**Material provided:**
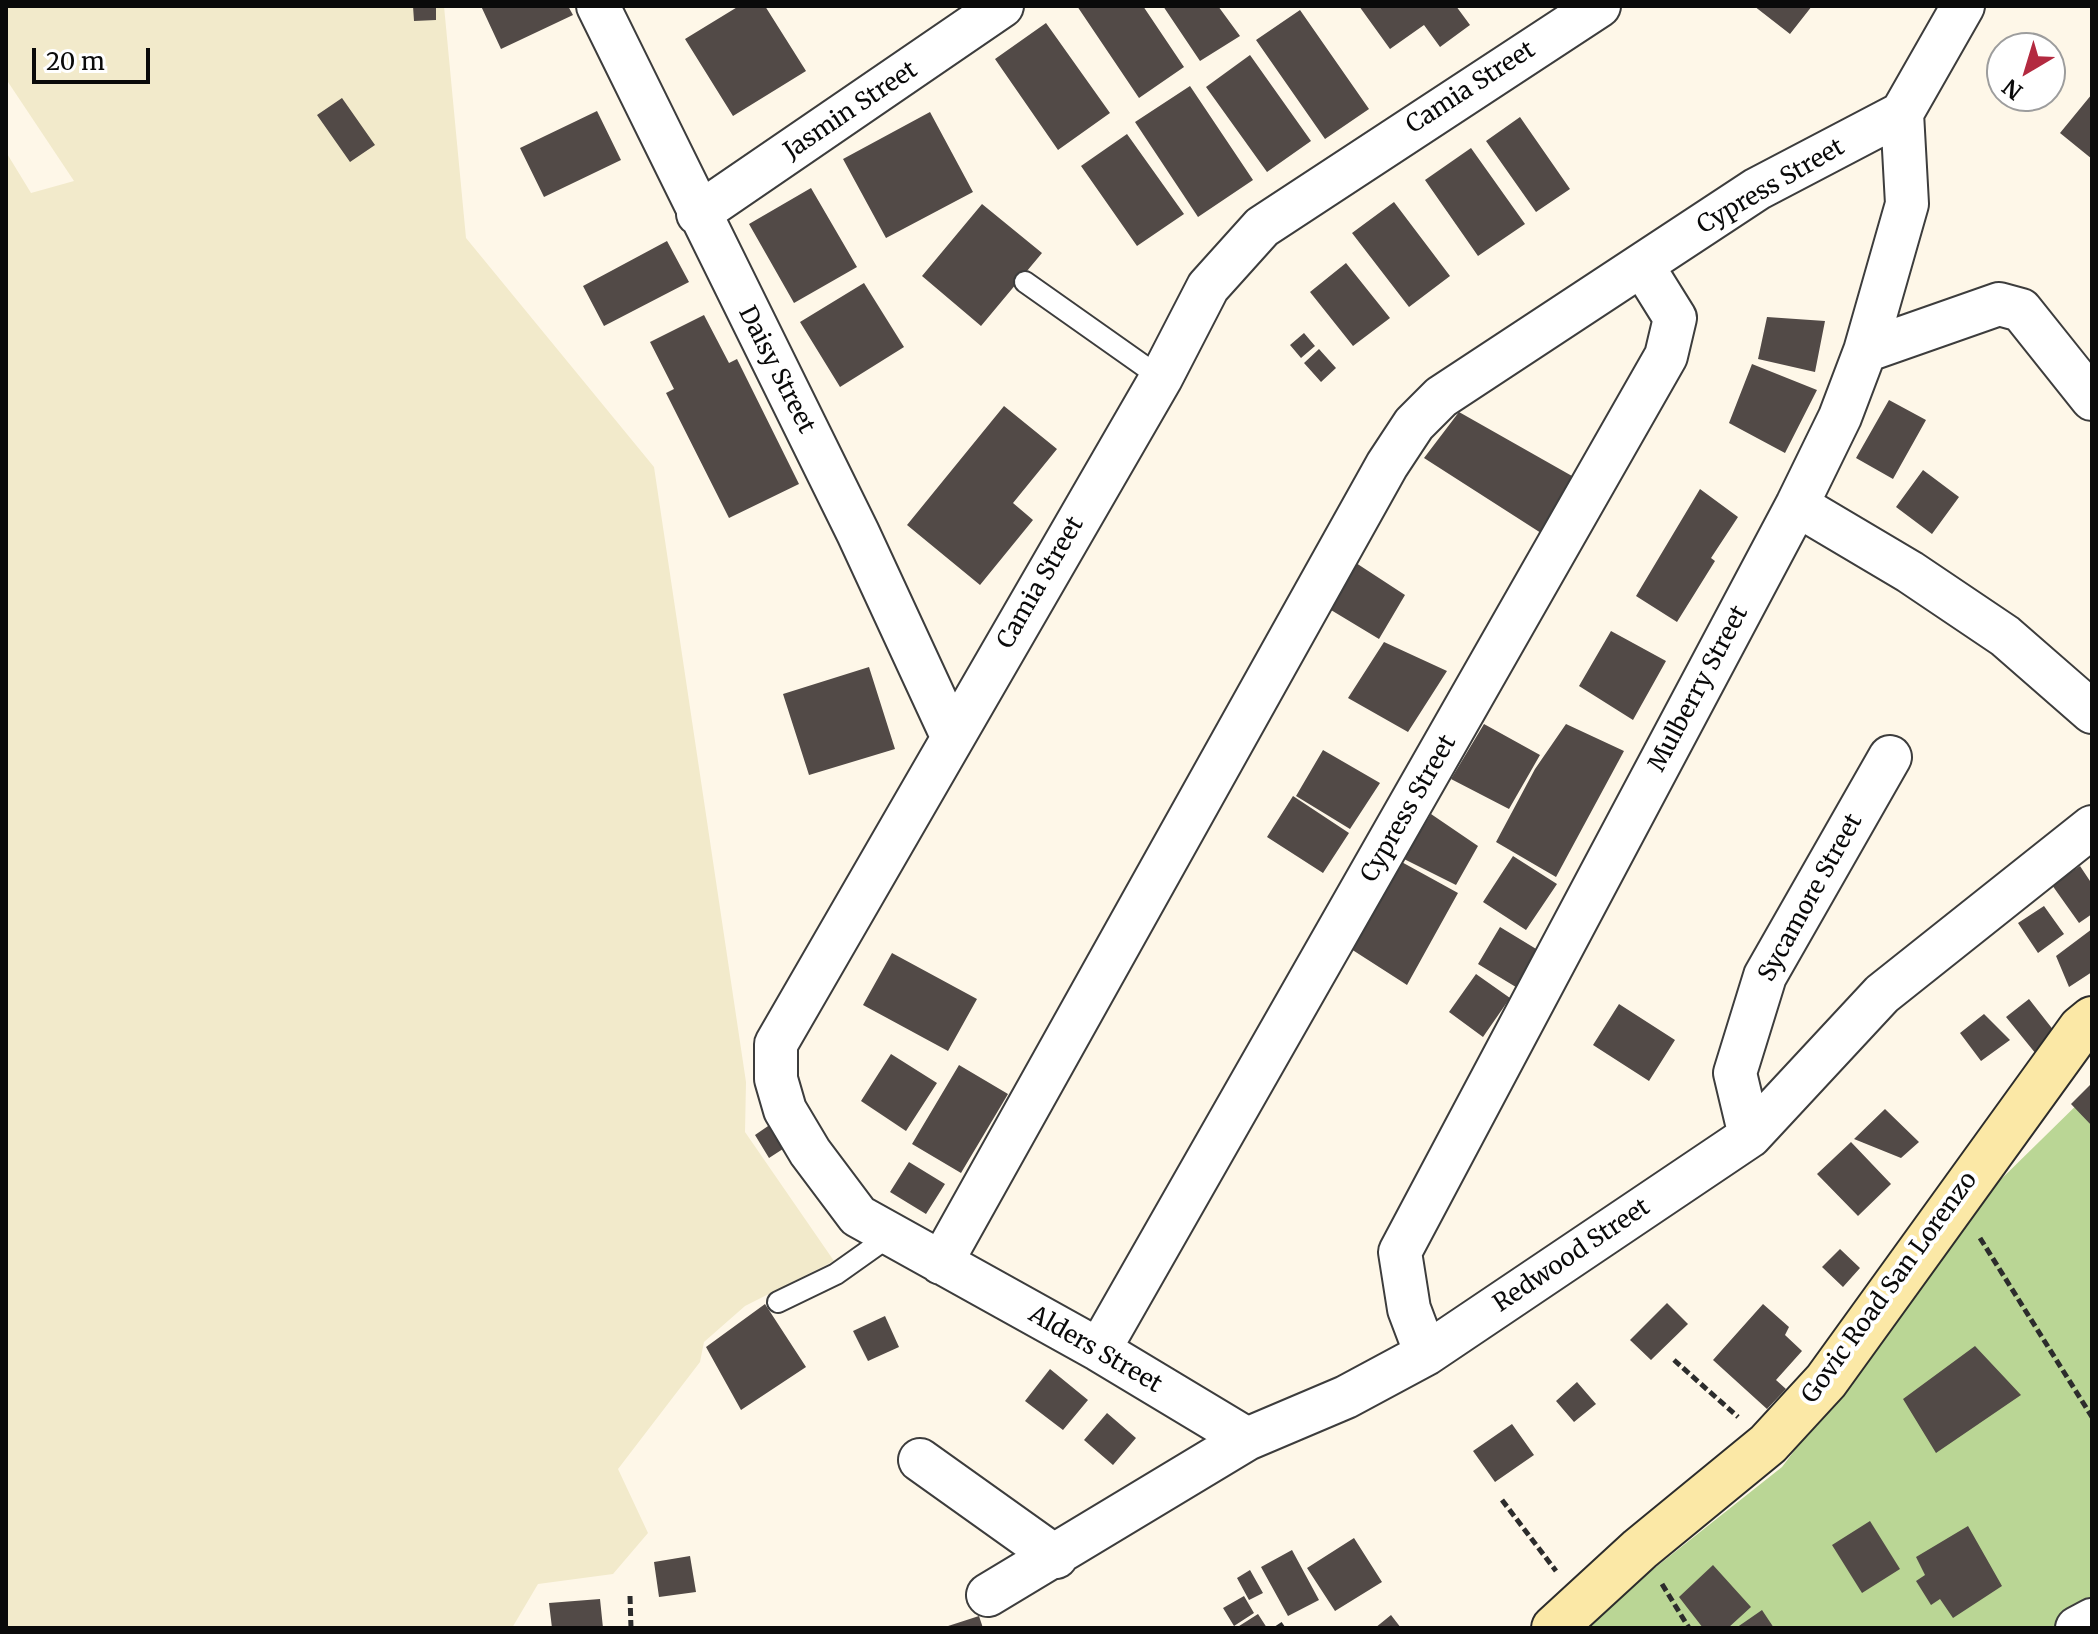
<!DOCTYPE html>
<style>
body{margin:0}
#map{position:relative;width:2098px;height:1634px;overflow:hidden;background:#fef7e8;font-family:Merriweather,serif}
canvas{display:block}
.frame{position:absolute;inset:0;border:8px solid #0a0a0a;pointer-events:none}
.north{position:absolute;left:1986px;top:32px;width:80px;height:80px;box-sizing:border-box;background:#fff;border:2px solid #9d9d9d;border-radius:50%;rotate:218deg;font-size:22px;font-weight:700;line-height:32px;text-align:center;color:#0a0a0a}
.north::after{content:'';display:block;margin:auto;width:28px;height:36px;background:#b32a40;clip-path:polygon(50% 0,100% 100%,50% 72%,0 100%)}
.scale{position:absolute;left:32px;top:48px;width:118px;height:36px;box-sizing:border-box;border:4px solid #0a0a0a;border-top:0;padding-left:10px;font-size:24px;line-height:28px;white-space:nowrap;color:#0a0a0a;-webkit-text-stroke:6px #fff;paint-order:stroke}
</style>
<div id="map">
<canvas width="2098" height="1634"></canvas>
<div class="frame"></div>
<div class="north">N</div>
<div class="scale">20 m</div>
</div>
<script>
const g = document.querySelector('canvas').getContext('2d');
g.lineJoin = 'round';
function paint(path, color) { g.fillStyle = color; g.fill(path, 'evenodd'); }
function trace(path, color, width, dash) { g.strokeStyle = color; g.lineWidth = width; g.lineCap = dash ? 'butt' : 'round'; g.setLineDash(dash || []); g.stroke(path); }
function drawText(font, color, halo, rows, align = 'center') {
  g.font = font + ' Merriweather,serif'; g.lineWidth = 8; g.setLineDash([]); g.textBaseline = 'middle'; g.strokeStyle = halo; g.fillStyle = color; for (const [text, x, y, turn = 0] of rows) {
    g.save(); g.translate(x, y); g.rotate((+turn || 0) * Math.PI / 180); g.textAlign = isNaN(turn) ? turn : align; if (halo) g.strokeText(text, 0, 0); g.fillText(text, 0, 0); g.restore();
  }
}
paint(new Path2D(`
 M6 6H444L466 238 654 467 746 1082 745 1132 834 1261 745 1306 704 1342 700 1362 618 1469 648 1533 613 1574 538 1584 512 1628H6V152L31 193 74 181 6 79Z`), '#f2eacb');
paint(new Path2D(`
 M2092 1090V1628H1579L1782 1467 1990 1190Z`), '#bad695');
paint(new Path2D(`
 M413 6H436V20L414 21Z
 M481 6H568L573 15 501 49Z
 M739 6H765L806 71 733 116 685 39Z
 M1077 6H1143L1184 67 1139 98Z
 M1163 6H1218L1240 36 1200 61Z
 M1359 6H1456L1470 25 1440 47 1424 25 1390 49Z
 M1754 6H1812L1790 34Z
 M1300 10 1369 109 1325 139 1256 40Z
 M1046 23 1110 113 1058 150 995 59Z
 M1250 55 1311 141 1267 172 1206 87Z
 M1190 86 1253 180 1198 217 1135 122Z
 M2092 94V159L2060 133Z
 M342 98 375 145 350 162 317 115Z
 M597 111 621 160 544 197 520 148Z
 M930 112 973 192 886 238 843 159Z
 M1520 117 1570 189 1536 212 1486 141Z
 M1127 134 1184 214 1137 246 1081 166Z
 M1471 148 1525 224 1478 256 1425 180Z
 M811 188 857 267 794 303 749 224Z
 M1394 202 1450 276 1409 307 1352 233Z
 M982 204 1042 253 981 326 922 276Z
 M667 241 689 282 604 326 583 286Z
 M1346 263 1390 318 1353 346 1310 292Z
 M864 283 904 347 840 387 800 322Z
 M704 315 729 363 737 359 799 484 729 518 666 393 674 389 650 342Z
 M1767 317 1825 321 1815 372 1758 359Z
 M1304 333 1315 346 1301 358 1290 345Z
 M1319 349 1336 368 1321 382 1304 363Z
 M1752 364 1817 390 1785 453 1729 423Z
 M1889 400 1926 420 1893 479 1856 458Z
 M1004 406 1057 449 1013 503 1033 520 980 585 907 525Z
 M1459 412 1572 476 1541 533 1424 458Z
 M1923 470 1959 497 1932 534 1896 507Z
 M1700 489 1738 517 1711 558 1715 561 1677 622 1636 596Z
 M1356 563 1405 595 1379 639 1331 610Z
 M1611 631 1666 661 1633 720 1579 686Z
 M1384 642 1447 671 1408 732 1348 698Z
 M869 667 895 749 809 775 783 694Z
 M1484 724 1540 755 1509 809 1451 779Z
 M1566 724 1624 751 1556 877 1496 842 1535 769Z
 M1323 750 1380 783 1350 829 1296 796Z
 M1293 796 1349 833 1323 873 1267 837Z
 M1431 814 1478 846 1456 885 1404 859Z
 M1513 856 1557 884 1526 930 1483 902Z
 M1398 860 1458 893 1407 985 1351 949Z
 M2080 866 2092 884V914L2079 923 2052 885Z
 M2044 906 2064 934 2038 953 2018 923Z
 M1500 927 1551 958 1529 995 1478 964Z
 M2092 929V972L2069 987 2056 956Z
 M892 953 977 999 948 1051 863 1005Z
 M1476 974 1510 998 1483 1037 1449 1012Z
 M2029 999 2058 1036 2036 1054 2006 1017Z
 M1619 1004 1675 1040 1649 1081 1593 1045Z
 M1984 1014 2010 1040 1981 1061 1960 1033Z
 M891 1054 937 1083 906 1131 861 1101Z
 M959 1065 1008 1094 961 1173 912 1144Z
 M2092 1083V1126L2071 1104Z
 M1885 1109 1919 1142 1901 1158 1854 1139Z
 M771 1124 786 1147 769 1158 755 1135Z
 M1851 1142 1891 1184 1858 1216 1817 1174Z
 M909 1162 945 1184 926 1214 890 1192Z
 M1840 1249 1860 1268 1843 1287 1822 1267Z
 M1667 1303 1688 1324 1651 1360 1630 1340Z
 M765 1304 806 1367 741 1410 706 1347Z
 M1763 1304 1789 1327 1785 1335 1802 1351 1776 1380 1786 1389 1767 1409 1713 1360Z
 M885 1316 899 1347 868 1361 853 1331Z
 M1975 1346 2021 1395 1936 1453 1903 1399Z
 M1050 1369 1088 1400 1063 1430 1025 1401Z
 M1577 1382 1596 1404 1574 1422 1556 1401Z
 M1107 1413 1136 1438 1113 1465 1084 1440Z
 M1512 1424 1534 1455 1495 1482 1473 1451Z
 M1870 1521 1900 1569 1862 1593 1832 1545Z
 M1968 1526 2002 1586 1953 1618 1940 1599 1931 1605 1916 1581 1925 1575 1916 1557Z
 M1354 1538 1382 1582 1335 1611 1307 1568Z
 M1292 1550 1319 1600 1288 1616 1261 1567Z
 M690 1556 696 1592 659 1597 654 1562Z
 M1713 1565 1751 1607 1728 1628H1703L1679 1597Z
 M1250 1570 1263 1593 1249 1600 1237 1578Z
 M1244 1596 1254 1613 1234 1626 1223 1608Z
 M600 1599 603 1628H552L549 1603Z
 M1762 1610 1774 1628H1736Z
 M1258 1614 1267 1628H1236Z
 M1391 1615 1401 1628H1375Z
 M979 1616 983 1628H946L945 1627Z`), '#524a47');
const service = new Path2D(`
 M1025 282 1161 378
 M778 1302 836 1274 891 1235`);
const minor = new Path2D(`
 M598 6 858 533 952 736
 M698 214 1002 6
 M1865 351 1999 304 2021 310 2092 399
 M1797 505 1910 572 2005 636 2092 712
 M1750 1136 1735 1073 1765 976 1890 757
 M941 1263 1387 465 1414 424 1441 397 1757 189 1902 113
 M1099 1350 1666 356 1675 318 1642 265
 M1426 1354 1409 1309 1400 1252 1797 505 1840 417 1865 351 1907 204 1902 113 1963 6
 M1247 1439 1099 1350 858 1216 810 1152 785 1110 776 1079V1044L1161 378 1208 287 1262 227 1599 6
 M920 1460 1056 1557
 M988 1595 1247 1439 1346 1397 1426 1354 1750 1136 1882 994 2092 827
 M2077 1628 2092 1620`);
const secondary = new Path2D(`
 M1554 1628 1640 1549 1768 1444 1826 1381 2081 1028 2092 1019`);
trace(service, '#3d3d3d', 24);
trace(minor, '#3d3d3d', 46);
trace(secondary, '#2c2c2c', 48);
trace(new Path2D(`
 M1980 1238 2092 1417
 M1674 1360 1738 1417
 M1502 1500 1556 1571
 M1662 1584 1689 1628
 M630 1596 631 1628
 M1277 1628 1283 1624`), '#2c2c2c', 5, [8, 4]);
trace(service, '#fff', 20);
trace(minor, '#fff', 42);
trace(secondary, '#fbe8a6', 44);
drawText('24px', '#0a0a0a', '#fff', [
 ["Camia Street",1471,88,-33],
 ["Jasmin Street",851,111,-34],
 ["Cypress Street",1771,187,-30],
 ["Daisy Street",776,370,63],
 ["Camia Street",1041,583,-60],
 ["Mulberry Street",1699,689,-62],
 ["Cypress Street",1409,809,-60],
 ["Sycamore Street",1811,898,-61],
 ["Redwood Street",1572,1256,-34],
 ["Govic Road San Lorenzo",1890,1288,-54],
 ["Alders Street",1095,1350,30]
]);
</script>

**Required work:** Looking at the records above, return exactly the lines from the line with "M891 1054 937 1083 906 1131 861 1101Z" to the line with "M1391 1615 1401 1628H1375Z", both ends included.

**Your solution:**
 M891 1054 937 1083 906 1131 861 1101Z
 M959 1065 1008 1094 961 1173 912 1144Z
 M2092 1083V1126L2071 1104Z
 M1885 1109 1919 1142 1901 1158 1854 1139Z
 M771 1124 786 1147 769 1158 755 1135Z
 M1851 1142 1891 1184 1858 1216 1817 1174Z
 M909 1162 945 1184 926 1214 890 1192Z
 M1840 1249 1860 1268 1843 1287 1822 1267Z
 M1667 1303 1688 1324 1651 1360 1630 1340Z
 M765 1304 806 1367 741 1410 706 1347Z
 M1763 1304 1789 1327 1785 1335 1802 1351 1776 1380 1786 1389 1767 1409 1713 1360Z
 M885 1316 899 1347 868 1361 853 1331Z
 M1975 1346 2021 1395 1936 1453 1903 1399Z
 M1050 1369 1088 1400 1063 1430 1025 1401Z
 M1577 1382 1596 1404 1574 1422 1556 1401Z
 M1107 1413 1136 1438 1113 1465 1084 1440Z
 M1512 1424 1534 1455 1495 1482 1473 1451Z
 M1870 1521 1900 1569 1862 1593 1832 1545Z
 M1968 1526 2002 1586 1953 1618 1940 1599 1931 1605 1916 1581 1925 1575 1916 1557Z
 M1354 1538 1382 1582 1335 1611 1307 1568Z
 M1292 1550 1319 1600 1288 1616 1261 1567Z
 M690 1556 696 1592 659 1597 654 1562Z
 M1713 1565 1751 1607 1728 1628H1703L1679 1597Z
 M1250 1570 1263 1593 1249 1600 1237 1578Z
 M1244 1596 1254 1613 1234 1626 1223 1608Z
 M600 1599 603 1628H552L549 1603Z
 M1762 1610 1774 1628H1736Z
 M1258 1614 1267 1628H1236Z
 M1391 1615 1401 1628H1375Z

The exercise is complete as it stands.